**Extracted records:**
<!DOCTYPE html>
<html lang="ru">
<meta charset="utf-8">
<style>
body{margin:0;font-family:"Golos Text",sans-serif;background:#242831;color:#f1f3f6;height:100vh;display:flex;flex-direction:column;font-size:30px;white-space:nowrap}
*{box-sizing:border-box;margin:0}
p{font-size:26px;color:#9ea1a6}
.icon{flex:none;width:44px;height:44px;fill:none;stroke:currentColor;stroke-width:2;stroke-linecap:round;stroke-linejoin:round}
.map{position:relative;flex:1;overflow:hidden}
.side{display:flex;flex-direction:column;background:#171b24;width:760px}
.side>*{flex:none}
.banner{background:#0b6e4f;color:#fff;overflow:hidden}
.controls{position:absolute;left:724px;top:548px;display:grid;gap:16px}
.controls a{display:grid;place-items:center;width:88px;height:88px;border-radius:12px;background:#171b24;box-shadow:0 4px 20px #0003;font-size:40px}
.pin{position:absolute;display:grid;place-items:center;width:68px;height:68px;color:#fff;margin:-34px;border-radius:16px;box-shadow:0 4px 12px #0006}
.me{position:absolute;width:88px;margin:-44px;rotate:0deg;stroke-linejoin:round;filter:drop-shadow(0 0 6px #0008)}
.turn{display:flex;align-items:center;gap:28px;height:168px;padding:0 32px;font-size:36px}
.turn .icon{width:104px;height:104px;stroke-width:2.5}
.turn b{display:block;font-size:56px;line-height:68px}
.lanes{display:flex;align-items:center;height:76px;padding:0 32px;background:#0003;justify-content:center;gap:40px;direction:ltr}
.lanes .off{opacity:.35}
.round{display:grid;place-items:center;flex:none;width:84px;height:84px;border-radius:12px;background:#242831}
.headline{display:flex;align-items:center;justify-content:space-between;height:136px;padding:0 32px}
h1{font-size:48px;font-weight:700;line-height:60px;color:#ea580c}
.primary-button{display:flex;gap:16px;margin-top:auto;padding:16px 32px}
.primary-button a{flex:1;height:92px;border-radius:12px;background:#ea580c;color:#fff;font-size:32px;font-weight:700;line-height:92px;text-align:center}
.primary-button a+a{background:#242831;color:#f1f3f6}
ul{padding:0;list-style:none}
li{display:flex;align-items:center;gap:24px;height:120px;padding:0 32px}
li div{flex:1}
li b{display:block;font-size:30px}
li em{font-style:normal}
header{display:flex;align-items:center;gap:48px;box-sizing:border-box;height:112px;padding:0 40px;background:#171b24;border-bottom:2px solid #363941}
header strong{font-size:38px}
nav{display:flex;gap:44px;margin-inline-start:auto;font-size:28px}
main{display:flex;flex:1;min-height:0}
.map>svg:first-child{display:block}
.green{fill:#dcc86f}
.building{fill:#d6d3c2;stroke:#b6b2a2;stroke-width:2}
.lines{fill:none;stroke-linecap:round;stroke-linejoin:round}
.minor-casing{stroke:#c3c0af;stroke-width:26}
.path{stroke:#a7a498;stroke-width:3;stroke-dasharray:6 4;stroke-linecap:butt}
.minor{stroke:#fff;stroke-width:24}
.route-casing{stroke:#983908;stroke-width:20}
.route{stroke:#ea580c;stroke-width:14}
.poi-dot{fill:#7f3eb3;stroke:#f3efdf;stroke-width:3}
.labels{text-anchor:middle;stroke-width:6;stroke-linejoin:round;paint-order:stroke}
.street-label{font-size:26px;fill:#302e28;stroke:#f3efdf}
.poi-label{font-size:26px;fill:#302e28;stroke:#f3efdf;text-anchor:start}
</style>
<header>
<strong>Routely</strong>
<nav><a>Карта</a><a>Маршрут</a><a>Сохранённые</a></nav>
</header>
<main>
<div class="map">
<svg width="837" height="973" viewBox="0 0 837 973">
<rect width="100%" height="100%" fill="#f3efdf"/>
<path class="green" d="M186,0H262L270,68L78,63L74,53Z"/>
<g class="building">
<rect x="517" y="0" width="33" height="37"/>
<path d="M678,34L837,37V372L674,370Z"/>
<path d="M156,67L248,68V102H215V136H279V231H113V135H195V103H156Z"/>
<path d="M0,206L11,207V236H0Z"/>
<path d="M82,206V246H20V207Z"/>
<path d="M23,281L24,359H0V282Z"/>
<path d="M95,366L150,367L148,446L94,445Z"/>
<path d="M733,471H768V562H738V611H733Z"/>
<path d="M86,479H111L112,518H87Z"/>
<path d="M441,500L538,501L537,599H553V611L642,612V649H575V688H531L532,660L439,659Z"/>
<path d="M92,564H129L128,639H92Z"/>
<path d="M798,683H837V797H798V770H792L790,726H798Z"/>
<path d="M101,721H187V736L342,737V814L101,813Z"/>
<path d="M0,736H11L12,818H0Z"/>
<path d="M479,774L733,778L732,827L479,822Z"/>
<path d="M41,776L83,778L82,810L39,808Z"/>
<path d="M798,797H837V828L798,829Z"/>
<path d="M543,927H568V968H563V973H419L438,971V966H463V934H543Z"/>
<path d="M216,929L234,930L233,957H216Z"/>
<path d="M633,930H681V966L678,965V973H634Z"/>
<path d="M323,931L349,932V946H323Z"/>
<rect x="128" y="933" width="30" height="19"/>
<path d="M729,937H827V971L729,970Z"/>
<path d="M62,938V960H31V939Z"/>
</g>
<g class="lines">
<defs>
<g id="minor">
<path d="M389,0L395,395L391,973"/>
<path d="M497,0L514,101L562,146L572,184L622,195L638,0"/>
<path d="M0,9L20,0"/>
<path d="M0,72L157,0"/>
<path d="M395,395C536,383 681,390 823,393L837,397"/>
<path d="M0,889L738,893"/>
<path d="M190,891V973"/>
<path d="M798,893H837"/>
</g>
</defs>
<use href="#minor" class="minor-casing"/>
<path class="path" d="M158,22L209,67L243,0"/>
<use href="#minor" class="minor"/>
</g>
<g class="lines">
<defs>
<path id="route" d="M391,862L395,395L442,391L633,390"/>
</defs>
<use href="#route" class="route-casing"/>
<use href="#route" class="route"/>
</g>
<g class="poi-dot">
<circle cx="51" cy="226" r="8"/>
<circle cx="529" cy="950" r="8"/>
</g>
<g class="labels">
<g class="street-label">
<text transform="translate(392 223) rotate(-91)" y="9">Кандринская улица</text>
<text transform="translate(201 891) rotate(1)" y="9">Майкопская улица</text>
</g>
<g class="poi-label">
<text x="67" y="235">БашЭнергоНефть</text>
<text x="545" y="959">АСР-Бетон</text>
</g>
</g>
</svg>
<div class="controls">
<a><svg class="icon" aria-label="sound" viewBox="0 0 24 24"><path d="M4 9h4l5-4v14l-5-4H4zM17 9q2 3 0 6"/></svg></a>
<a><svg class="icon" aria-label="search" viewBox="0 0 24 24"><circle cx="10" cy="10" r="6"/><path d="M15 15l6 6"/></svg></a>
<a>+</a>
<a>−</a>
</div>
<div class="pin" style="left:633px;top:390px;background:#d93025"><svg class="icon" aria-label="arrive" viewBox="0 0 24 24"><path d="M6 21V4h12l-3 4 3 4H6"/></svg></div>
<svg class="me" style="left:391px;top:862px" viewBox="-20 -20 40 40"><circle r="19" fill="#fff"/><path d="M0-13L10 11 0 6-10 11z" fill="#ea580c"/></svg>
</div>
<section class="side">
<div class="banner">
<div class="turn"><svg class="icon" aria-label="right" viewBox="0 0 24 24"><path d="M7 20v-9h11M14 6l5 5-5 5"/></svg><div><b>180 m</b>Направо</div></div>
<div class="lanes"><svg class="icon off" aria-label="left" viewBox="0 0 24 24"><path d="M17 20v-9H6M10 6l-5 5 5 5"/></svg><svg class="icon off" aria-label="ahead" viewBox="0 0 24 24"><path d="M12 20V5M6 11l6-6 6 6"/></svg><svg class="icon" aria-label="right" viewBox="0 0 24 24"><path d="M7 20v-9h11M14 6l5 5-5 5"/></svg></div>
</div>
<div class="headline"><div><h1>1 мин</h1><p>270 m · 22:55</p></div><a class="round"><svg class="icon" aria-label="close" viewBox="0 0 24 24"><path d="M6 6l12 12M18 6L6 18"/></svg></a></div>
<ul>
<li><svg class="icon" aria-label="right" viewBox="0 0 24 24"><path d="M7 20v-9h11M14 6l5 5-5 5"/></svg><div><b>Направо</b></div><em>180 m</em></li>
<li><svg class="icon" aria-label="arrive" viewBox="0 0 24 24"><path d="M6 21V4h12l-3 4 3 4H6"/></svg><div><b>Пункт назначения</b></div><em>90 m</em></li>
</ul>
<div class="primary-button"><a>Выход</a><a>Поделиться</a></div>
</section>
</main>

**YOUR GOAL:** For each line of the data that includes the word "labels", return a copy of it.

**ANSWER BELOW:**
.labels{text-anchor:middle;stroke-width:6;stroke-linejoin:round;paint-order:stroke}
<g class="labels">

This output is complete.